— Problem details —
Reproduce the entries below, please. Keep every character the same.

··· Source information

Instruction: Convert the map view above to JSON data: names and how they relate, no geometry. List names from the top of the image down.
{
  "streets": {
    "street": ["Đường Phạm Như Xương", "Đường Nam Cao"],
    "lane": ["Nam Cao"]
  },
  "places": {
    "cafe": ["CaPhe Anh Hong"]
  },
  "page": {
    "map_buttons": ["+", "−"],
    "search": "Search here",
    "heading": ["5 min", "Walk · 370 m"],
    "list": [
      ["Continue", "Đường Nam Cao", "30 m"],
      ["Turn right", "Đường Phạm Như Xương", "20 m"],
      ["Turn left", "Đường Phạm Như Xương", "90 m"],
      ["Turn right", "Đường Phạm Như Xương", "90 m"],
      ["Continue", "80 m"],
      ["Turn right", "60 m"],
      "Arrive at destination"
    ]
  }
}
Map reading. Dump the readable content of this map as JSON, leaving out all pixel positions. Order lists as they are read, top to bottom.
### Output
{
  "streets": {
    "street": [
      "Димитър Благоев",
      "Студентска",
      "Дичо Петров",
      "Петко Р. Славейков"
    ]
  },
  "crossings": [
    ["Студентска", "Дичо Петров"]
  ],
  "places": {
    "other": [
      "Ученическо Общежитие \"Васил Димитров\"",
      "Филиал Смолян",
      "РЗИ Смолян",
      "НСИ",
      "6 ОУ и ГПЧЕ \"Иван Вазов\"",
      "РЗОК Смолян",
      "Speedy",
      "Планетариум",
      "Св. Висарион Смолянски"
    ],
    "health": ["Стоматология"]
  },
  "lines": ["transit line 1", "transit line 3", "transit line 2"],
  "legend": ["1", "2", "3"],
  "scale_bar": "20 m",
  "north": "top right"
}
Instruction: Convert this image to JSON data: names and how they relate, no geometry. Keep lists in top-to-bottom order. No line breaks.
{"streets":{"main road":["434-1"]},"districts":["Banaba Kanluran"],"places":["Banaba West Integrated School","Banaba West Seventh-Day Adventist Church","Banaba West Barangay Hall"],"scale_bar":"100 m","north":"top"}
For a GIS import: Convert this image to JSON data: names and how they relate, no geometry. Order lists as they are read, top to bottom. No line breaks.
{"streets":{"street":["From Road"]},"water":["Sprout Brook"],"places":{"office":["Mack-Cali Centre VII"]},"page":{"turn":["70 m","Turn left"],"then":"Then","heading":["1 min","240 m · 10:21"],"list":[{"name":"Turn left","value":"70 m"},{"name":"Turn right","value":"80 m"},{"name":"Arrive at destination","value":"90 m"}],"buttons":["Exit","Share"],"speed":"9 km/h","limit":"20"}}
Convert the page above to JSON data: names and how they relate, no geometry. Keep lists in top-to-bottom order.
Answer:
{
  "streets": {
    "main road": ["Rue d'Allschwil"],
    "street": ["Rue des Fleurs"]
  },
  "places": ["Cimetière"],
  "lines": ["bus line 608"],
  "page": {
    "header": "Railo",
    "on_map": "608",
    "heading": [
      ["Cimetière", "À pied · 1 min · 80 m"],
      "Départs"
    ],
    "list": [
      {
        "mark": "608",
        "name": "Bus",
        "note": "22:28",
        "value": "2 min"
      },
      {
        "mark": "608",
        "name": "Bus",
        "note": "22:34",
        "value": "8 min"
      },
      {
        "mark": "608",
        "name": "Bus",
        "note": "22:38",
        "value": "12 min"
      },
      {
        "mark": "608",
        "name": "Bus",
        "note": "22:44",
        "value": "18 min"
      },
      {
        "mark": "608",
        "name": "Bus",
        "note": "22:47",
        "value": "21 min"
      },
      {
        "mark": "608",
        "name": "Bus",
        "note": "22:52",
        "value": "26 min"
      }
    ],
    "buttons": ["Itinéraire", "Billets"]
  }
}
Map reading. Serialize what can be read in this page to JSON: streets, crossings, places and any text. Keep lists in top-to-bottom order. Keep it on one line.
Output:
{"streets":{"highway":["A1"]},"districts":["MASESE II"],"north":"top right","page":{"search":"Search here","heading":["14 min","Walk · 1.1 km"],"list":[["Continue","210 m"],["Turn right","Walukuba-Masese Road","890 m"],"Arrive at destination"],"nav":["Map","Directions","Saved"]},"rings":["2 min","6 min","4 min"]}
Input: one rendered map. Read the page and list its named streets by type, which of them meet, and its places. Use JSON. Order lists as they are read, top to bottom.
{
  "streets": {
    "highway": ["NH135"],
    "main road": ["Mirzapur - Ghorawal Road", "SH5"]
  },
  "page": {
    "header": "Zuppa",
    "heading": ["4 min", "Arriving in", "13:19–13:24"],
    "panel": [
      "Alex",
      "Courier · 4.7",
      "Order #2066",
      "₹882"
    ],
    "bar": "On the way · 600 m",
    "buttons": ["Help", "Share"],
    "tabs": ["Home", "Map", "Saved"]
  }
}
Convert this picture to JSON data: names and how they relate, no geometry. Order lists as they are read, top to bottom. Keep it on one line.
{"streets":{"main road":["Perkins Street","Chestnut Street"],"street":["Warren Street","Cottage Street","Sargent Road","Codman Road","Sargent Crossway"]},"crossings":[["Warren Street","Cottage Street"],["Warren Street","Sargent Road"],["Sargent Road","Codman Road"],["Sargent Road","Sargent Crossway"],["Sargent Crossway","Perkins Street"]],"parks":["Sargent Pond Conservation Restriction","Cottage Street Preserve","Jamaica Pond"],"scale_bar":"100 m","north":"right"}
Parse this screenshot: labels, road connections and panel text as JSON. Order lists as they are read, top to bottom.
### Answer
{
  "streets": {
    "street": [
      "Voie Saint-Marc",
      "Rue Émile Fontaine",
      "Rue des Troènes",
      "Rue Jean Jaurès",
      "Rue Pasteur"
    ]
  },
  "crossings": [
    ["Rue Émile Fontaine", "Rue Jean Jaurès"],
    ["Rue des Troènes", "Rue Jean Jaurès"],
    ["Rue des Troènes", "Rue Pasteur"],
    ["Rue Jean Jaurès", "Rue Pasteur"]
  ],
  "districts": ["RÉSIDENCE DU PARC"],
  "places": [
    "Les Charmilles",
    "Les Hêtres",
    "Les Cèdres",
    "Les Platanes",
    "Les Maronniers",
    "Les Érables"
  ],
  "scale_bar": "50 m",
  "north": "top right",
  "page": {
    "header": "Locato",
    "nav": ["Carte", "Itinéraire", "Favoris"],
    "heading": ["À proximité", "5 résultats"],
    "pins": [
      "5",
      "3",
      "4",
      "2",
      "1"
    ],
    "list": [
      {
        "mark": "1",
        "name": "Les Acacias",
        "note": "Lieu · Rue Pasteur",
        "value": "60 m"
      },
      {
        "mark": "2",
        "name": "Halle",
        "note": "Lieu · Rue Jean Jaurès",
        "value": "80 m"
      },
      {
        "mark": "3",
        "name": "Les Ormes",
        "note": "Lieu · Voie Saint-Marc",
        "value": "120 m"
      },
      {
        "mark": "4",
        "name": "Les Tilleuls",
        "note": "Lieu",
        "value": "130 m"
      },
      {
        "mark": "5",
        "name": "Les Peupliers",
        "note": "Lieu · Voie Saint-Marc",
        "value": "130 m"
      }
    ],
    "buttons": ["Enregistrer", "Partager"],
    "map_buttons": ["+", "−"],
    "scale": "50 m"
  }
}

······

— Answer box —
Instruction: Convert the map view above to JSON data: names and how they relate, no geometry. List names from the top of the image down.
{
  "streets": {
    "street": ["Đường Phạm Như Xương", "Đường Nam Cao"],
    "lane": ["Nam Cao"]
  },
  "places": {
    "cafe": ["CaPhe Anh Hong"]
  },
  "page": {
    "map_buttons": ["+", "−"],
    "search": "Search here",
    "heading": ["5 min", "Walk · 370 m"],
    "list": [
      ["Continue", "Đường Nam Cao", "30 m"],
      ["Turn right", "Đường Phạm Như Xương", "20 m"],
      ["Turn left", "Đường Phạm Như Xương", "90 m"],
      ["Turn right", "Đường Phạm Như Xương", "90 m"],
      ["Continue", "80 m"],
      ["Turn right", "60 m"],
      "Arrive at destination"
    ]
  }
}
Map reading. Dump the readable content of this map as JSON, leaving out all pixel positions. Order lists as they are read, top to bottom.
### Output
{
  "streets": {
    "street": [
      "Димитър Благоев",
      "Студентска",
      "Дичо Петров",
      "Петко Р. Славейков"
    ]
  },
  "crossings": [
    ["Студентска", "Дичо Петров"]
  ],
  "places": {
    "other": [
      "Ученическо Общежитие \"Васил Димитров\"",
      "Филиал Смолян",
      "РЗИ Смолян",
      "НСИ",
      "6 ОУ и ГПЧЕ \"Иван Вазов\"",
      "РЗОК Смолян",
      "Speedy",
      "Планетариум",
      "Св. Висарион Смолянски"
    ],
    "health": ["Стоматология"]
  },
  "lines": ["transit line 1", "transit line 3", "transit line 2"],
  "legend": ["1", "2", "3"],
  "scale_bar": "20 m",
  "north": "top right"
}
Instruction: Convert this image to JSON data: names and how they relate, no geometry. Keep lists in top-to-bottom order. No line breaks.
{"streets":{"main road":["434-1"]},"districts":["Banaba Kanluran"],"places":["Banaba West Integrated School","Banaba West Seventh-Day Adventist Church","Banaba West Barangay Hall"],"scale_bar":"100 m","north":"top"}
For a GIS import: Convert this image to JSON data: names and how they relate, no geometry. Order lists as they are read, top to bottom. No line breaks.
{"streets":{"street":["From Road"]},"water":["Sprout Brook"],"places":{"office":["Mack-Cali Centre VII"]},"page":{"turn":["70 m","Turn left"],"then":"Then","heading":["1 min","240 m · 10:21"],"list":[{"name":"Turn left","value":"70 m"},{"name":"Turn right","value":"80 m"},{"name":"Arrive at destination","value":"90 m"}],"buttons":["Exit","Share"],"speed":"9 km/h","limit":"20"}}
Convert the page above to JSON data: names and how they relate, no geometry. Keep lists in top-to-bottom order.
Answer:
{
  "streets": {
    "main road": ["Rue d'Allschwil"],
    "street": ["Rue des Fleurs"]
  },
  "places": ["Cimetière"],
  "lines": ["bus line 608"],
  "page": {
    "header": "Railo",
    "on_map": "608",
    "heading": [
      ["Cimetière", "À pied · 1 min · 80 m"],
      "Départs"
    ],
    "list": [
      {
        "mark": "608",
        "name": "Bus",
        "note": "22:28",
        "value": "2 min"
      },
      {
        "mark": "608",
        "name": "Bus",
        "note": "22:34",
        "value": "8 min"
      },
      {
        "mark": "608",
        "name": "Bus",
        "note": "22:38",
        "value": "12 min"
      },
      {
        "mark": "608",
        "name": "Bus",
        "note": "22:44",
        "value": "18 min"
      },
      {
        "mark": "608",
        "name": "Bus",
        "note": "22:47",
        "value": "21 min"
      },
      {
        "mark": "608",
        "name": "Bus",
        "note": "22:52",
        "value": "26 min"
      }
    ],
    "buttons": ["Itinéraire", "Billets"]
  }
}
Map reading. Serialize what can be read in this page to JSON: streets, crossings, places and any text. Keep lists in top-to-bottom order. Keep it on one line.
Output:
{"streets":{"highway":["A1"]},"districts":["MASESE II"],"north":"top right","page":{"search":"Search here","heading":["14 min","Walk · 1.1 km"],"list":[["Continue","210 m"],["Turn right","Walukuba-Masese Road","890 m"],"Arrive at destination"],"nav":["Map","Directions","Saved"]},"rings":["2 min","6 min","4 min"]}
Input: one rendered map. Read the page and list its named streets by type, which of them meet, and its places. Use JSON. Order lists as they are read, top to bottom.
{
  "streets": {
    "highway": ["NH135"],
    "main road": ["Mirzapur - Ghorawal Road", "SH5"]
  },
  "page": {
    "header": "Zuppa",
    "heading": ["4 min", "Arriving in", "13:19–13:24"],
    "panel": [
      "Alex",
      "Courier · 4.7",
      "Order #2066",
      "₹882"
    ],
    "bar": "On the way · 600 m",
    "buttons": ["Help", "Share"],
    "tabs": ["Home", "Map", "Saved"]
  }
}
Convert this picture to JSON data: names and how they relate, no geometry. Order lists as they are read, top to bottom. Keep it on one line.
{"streets":{"main road":["Perkins Street","Chestnut Street"],"street":["Warren Street","Cottage Street","Sargent Road","Codman Road","Sargent Crossway"]},"crossings":[["Warren Street","Cottage Street"],["Warren Street","Sargent Road"],["Sargent Road","Codman Road"],["Sargent Road","Sargent Crossway"],["Sargent Crossway","Perkins Street"]],"parks":["Sargent Pond Conservation Restriction","Cottage Street Preserve","Jamaica Pond"],"scale_bar":"100 m","north":"right"}
Parse this screenshot: labels, road connections and panel text as JSON. Order lists as they are read, top to bottom.
### Answer
{
  "streets": {
    "street": [
      "Voie Saint-Marc",
      "Rue Émile Fontaine",
      "Rue des Troènes",
      "Rue Jean Jaurès",
      "Rue Pasteur"
    ]
  },
  "crossings": [
    ["Rue Émile Fontaine", "Rue Jean Jaurès"],
    ["Rue des Troènes", "Rue Jean Jaurès"],
    ["Rue des Troènes", "Rue Pasteur"],
    ["Rue Jean Jaurès", "Rue Pasteur"]
  ],
  "districts": ["RÉSIDENCE DU PARC"],
  "places": [
    "Les Charmilles",
    "Les Hêtres",
    "Les Cèdres",
    "Les Platanes",
    "Les Maronniers",
    "Les Érables"
  ],
  "scale_bar": "50 m",
  "north": "top right",
  "page": {
    "header": "Locato",
    "nav": ["Carte", "Itinéraire", "Favoris"],
    "heading": ["À proximité", "5 résultats"],
    "pins": [
      "5",
      "3",
      "4",
      "2",
      "1"
    ],
    "list": [
      {
        "mark": "1",
        "name": "Les Acacias",
        "note": "Lieu · Rue Pasteur",
        "value": "60 m"
      },
      {
        "mark": "2",
        "name": "Halle",
        "note": "Lieu · Rue Jean Jaurès",
        "value": "80 m"
      },
      {
        "mark": "3",
        "name": "Les Ormes",
        "note": "Lieu · Voie Saint-Marc",
        "value": "120 m"
      },
      {
        "mark": "4",
        "name": "Les Tilleuls",
        "note": "Lieu",
        "value": "130 m"
      },
      {
        "mark": "5",
        "name": "Les Peupliers",
        "note": "Lieu · Voie Saint-Marc",
        "value": "130 m"
      }
    ],
    "buttons": ["Enregistrer", "Partager"],
    "map_buttons": ["+", "−"],
    "scale": "50 m"
  }
}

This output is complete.